Employees of Canadian corporations are already starting to exercise stock options ahead of tax changes from the country’s new Liberal government, said Frank McKenna, deputy chairman of Toronto-Dominion Bank.

"If you change that behavior by changing the legislation or creating the uncertainty there’s a real chance that people will take action on their own," McKenna said in an interview at Bloomberg’s Toronto offices. “A lot of people are doing it now."

Canadian Finance Minister Bill Morneau said Nov. 15 he’ll provide details in the "near term" on plans to tax stock options more heavily so people don’t take "inappropriate actions". Prime Minister Justin Trudeau’s Liberal Party pledged in the recent election campaign to limit the amount employees can claim through stock options deductions, though they provided few details on how and when the change will be made.

PricewaterhouseCoopers LLP, or PwC, recommended in a Nov. 12 note to clients that Canadian employees consider exercising stock options as soon as possible to “lock-in" a favorable tax treatment. The tax change will make stock options a less attractive remuneration strategy, PWC said in the note. The accounting firm advised employees and employers to prepare by knowing what they can do to reduce the “tax bite” and be aware of other share-based compensation alternatives.

Interests Align

Changes may not be as good for the country as anticipated, McKenna said. Any move to apply rules retroactively wouldn’t be very "Canadian," he said.

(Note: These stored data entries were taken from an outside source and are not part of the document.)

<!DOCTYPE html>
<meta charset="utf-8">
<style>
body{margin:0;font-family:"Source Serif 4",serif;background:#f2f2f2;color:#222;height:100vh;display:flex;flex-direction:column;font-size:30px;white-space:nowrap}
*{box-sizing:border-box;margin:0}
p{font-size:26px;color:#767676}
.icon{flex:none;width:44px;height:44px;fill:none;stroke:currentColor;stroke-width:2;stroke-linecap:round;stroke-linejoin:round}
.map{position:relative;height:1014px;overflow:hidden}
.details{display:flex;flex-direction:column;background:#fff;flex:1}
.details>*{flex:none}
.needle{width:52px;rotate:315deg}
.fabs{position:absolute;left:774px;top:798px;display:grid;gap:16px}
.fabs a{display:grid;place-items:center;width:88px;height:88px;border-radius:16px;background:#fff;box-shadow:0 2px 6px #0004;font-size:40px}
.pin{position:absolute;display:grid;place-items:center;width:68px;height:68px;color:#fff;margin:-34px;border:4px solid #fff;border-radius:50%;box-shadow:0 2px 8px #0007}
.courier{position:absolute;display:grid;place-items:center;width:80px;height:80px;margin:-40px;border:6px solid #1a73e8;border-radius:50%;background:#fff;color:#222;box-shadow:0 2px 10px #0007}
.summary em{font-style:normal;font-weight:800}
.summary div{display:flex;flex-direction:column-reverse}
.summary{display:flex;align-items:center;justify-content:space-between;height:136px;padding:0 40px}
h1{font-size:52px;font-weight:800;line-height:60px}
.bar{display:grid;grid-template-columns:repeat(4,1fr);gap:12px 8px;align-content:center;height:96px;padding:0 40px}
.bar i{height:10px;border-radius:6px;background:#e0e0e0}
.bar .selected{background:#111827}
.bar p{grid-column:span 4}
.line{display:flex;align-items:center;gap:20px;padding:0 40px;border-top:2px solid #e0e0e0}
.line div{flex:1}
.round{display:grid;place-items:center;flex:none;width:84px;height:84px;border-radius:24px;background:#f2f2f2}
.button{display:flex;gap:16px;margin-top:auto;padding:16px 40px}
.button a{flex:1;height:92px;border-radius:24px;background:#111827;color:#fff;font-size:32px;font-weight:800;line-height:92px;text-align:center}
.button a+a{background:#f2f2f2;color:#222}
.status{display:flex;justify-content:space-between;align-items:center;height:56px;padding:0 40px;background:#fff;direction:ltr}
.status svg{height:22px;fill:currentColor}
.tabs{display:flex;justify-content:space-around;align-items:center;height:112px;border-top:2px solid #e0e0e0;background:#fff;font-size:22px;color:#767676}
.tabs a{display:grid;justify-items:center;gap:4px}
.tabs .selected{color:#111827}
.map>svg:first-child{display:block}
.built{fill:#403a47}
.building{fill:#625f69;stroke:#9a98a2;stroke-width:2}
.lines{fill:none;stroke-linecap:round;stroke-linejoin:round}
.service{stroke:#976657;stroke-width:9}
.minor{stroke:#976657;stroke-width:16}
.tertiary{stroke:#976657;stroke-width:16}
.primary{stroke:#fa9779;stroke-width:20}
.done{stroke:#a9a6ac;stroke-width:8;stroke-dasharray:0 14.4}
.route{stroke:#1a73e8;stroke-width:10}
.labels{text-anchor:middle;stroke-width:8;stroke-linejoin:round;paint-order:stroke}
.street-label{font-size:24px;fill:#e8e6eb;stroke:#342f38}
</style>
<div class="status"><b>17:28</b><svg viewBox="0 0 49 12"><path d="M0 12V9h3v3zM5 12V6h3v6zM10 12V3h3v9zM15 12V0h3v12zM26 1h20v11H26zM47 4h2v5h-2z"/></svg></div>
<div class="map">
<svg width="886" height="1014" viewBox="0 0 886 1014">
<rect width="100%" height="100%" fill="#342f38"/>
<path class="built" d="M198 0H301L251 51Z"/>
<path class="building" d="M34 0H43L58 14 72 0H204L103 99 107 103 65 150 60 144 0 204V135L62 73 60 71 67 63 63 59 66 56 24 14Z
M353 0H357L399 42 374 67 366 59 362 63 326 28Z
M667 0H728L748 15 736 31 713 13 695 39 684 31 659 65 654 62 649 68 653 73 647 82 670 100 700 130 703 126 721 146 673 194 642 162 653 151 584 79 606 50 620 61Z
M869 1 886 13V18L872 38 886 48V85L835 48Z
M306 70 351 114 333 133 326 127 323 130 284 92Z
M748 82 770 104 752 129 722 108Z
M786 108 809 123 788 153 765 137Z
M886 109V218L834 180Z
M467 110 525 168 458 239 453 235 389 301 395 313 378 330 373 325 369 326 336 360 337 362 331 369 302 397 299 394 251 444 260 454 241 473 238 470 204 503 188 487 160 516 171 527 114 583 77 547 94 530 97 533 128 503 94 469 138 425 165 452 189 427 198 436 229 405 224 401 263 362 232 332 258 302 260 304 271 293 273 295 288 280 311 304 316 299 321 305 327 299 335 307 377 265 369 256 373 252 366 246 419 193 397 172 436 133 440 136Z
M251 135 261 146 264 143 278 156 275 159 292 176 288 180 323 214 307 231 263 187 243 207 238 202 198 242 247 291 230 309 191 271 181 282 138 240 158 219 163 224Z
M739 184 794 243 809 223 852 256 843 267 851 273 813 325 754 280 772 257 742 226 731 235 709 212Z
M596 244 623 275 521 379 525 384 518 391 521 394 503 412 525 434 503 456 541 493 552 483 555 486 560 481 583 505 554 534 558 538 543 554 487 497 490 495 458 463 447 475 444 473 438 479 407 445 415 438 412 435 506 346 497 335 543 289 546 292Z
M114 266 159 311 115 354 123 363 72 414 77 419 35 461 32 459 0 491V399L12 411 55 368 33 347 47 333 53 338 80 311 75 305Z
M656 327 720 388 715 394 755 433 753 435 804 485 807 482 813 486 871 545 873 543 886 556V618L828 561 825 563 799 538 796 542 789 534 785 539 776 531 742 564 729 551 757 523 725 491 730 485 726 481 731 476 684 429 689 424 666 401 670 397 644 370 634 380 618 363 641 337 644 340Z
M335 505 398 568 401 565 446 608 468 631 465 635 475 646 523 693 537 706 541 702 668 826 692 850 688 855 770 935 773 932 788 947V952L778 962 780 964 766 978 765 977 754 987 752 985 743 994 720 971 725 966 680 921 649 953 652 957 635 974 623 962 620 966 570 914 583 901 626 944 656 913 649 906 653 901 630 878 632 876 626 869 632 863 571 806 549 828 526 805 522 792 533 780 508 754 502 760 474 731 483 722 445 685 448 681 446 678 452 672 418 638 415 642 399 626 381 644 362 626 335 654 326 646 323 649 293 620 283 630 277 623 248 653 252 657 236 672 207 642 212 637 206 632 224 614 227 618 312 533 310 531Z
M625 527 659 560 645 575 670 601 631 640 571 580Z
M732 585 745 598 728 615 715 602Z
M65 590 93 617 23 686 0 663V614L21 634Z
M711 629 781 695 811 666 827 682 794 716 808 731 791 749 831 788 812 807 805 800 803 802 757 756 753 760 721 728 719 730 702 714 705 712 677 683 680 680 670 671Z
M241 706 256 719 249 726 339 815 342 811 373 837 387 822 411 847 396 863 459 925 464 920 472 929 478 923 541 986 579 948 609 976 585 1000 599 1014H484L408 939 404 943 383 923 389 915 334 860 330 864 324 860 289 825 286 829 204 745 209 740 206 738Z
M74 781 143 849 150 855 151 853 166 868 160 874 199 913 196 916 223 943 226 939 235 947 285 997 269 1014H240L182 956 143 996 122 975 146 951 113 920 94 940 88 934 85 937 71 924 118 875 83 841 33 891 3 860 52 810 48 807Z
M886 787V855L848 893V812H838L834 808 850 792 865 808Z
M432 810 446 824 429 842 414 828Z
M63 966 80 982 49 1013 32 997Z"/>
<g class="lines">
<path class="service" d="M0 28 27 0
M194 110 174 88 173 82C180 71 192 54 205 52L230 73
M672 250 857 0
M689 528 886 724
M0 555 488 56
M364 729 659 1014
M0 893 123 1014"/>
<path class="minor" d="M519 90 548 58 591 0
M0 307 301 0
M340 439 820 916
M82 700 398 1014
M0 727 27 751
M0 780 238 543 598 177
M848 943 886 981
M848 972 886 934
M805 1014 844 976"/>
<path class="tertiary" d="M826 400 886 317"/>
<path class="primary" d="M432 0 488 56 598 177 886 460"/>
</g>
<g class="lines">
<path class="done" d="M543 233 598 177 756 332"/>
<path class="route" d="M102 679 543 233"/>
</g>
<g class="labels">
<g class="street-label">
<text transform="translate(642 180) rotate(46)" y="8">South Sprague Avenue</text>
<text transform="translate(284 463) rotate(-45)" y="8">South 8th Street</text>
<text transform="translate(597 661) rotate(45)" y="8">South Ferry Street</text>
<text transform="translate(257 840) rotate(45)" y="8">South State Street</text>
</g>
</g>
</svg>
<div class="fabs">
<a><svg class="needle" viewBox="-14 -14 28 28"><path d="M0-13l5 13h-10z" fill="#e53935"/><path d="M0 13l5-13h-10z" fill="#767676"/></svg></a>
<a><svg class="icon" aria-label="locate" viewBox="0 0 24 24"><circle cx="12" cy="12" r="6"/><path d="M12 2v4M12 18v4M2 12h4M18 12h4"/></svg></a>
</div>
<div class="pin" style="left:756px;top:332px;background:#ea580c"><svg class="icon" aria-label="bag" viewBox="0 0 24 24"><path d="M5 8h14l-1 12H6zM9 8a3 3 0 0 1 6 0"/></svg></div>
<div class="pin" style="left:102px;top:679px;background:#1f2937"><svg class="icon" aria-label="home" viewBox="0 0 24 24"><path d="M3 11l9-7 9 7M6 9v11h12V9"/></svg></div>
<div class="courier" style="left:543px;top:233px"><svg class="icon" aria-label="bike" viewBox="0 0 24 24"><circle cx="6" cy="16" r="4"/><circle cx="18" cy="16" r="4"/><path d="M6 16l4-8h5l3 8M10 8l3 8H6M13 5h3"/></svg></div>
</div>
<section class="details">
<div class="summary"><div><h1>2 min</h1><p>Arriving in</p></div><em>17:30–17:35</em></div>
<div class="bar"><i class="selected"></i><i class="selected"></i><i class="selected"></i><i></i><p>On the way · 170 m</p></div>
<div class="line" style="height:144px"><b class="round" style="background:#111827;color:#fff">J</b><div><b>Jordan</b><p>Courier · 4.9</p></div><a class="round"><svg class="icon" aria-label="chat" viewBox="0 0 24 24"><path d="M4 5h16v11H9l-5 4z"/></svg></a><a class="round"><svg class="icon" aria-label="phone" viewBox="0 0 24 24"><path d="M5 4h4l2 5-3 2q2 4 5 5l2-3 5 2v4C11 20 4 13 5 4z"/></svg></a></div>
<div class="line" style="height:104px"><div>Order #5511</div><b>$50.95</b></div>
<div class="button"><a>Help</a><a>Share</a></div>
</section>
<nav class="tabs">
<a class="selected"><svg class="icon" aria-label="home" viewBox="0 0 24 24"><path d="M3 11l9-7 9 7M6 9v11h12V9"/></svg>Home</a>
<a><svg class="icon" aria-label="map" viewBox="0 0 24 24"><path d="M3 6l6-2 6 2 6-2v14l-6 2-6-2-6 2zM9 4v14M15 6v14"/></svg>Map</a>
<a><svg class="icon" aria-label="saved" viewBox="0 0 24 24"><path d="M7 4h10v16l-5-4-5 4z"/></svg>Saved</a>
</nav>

"My personal belief is that stock options align the interests of employees with
companies in a way that’s good for the company, and changing the tax regime is not as good for the country as you might think at first blush," the former Premier of New Brunswick said in an interview Pamela Ritchie on Bloomberg TV Canada. "If you treat that as employment income and tax it at 100 percent, you have to give the corporation a tax deduction for the same amount. So when you do that you probably take the economics out of changing the tax system."

The move will especially impact individuals making more than C$200,000 ($150,000), who will also be hit by the Liberal’s plans to increase the top personal income tax rate to 33 percent from 29 percent. Under current tax rules, employees who exercise stock options can claim a deduction of as much as 50 percent of the benefit, effectively cutting the tax rate in half, PwC said. The Liberals have said workers with no more than C$100,000 in annual stock option gains will be unaffected.

Retroactive UnCanadian

Executives are worried the rules could flood the market with shares while businesses will need to reconsider compensation packages. The issue of whether any changes will be applied retroactively is also a concern that’s causing angst on Bay Street.

"It’s pretty tough on an employee who’s had stock options for six or seven
years, as a part of the growth of their compensation for six or seven years,
and turn around now and say we’re going to destroy the value of that by
changing this retroactively," McKenna said. “That doesn’t seem very Canadian to me."

Morneau has declined to comment on the matter of grandfathering.

"The country has two issues to deal with: retroactivity, and whether there’s
an offset for the corporate deduction," McKenna said. “If they can figure those out most executives would say, going forward, if those are the new rules of the game
we’ll live with those rules of the game."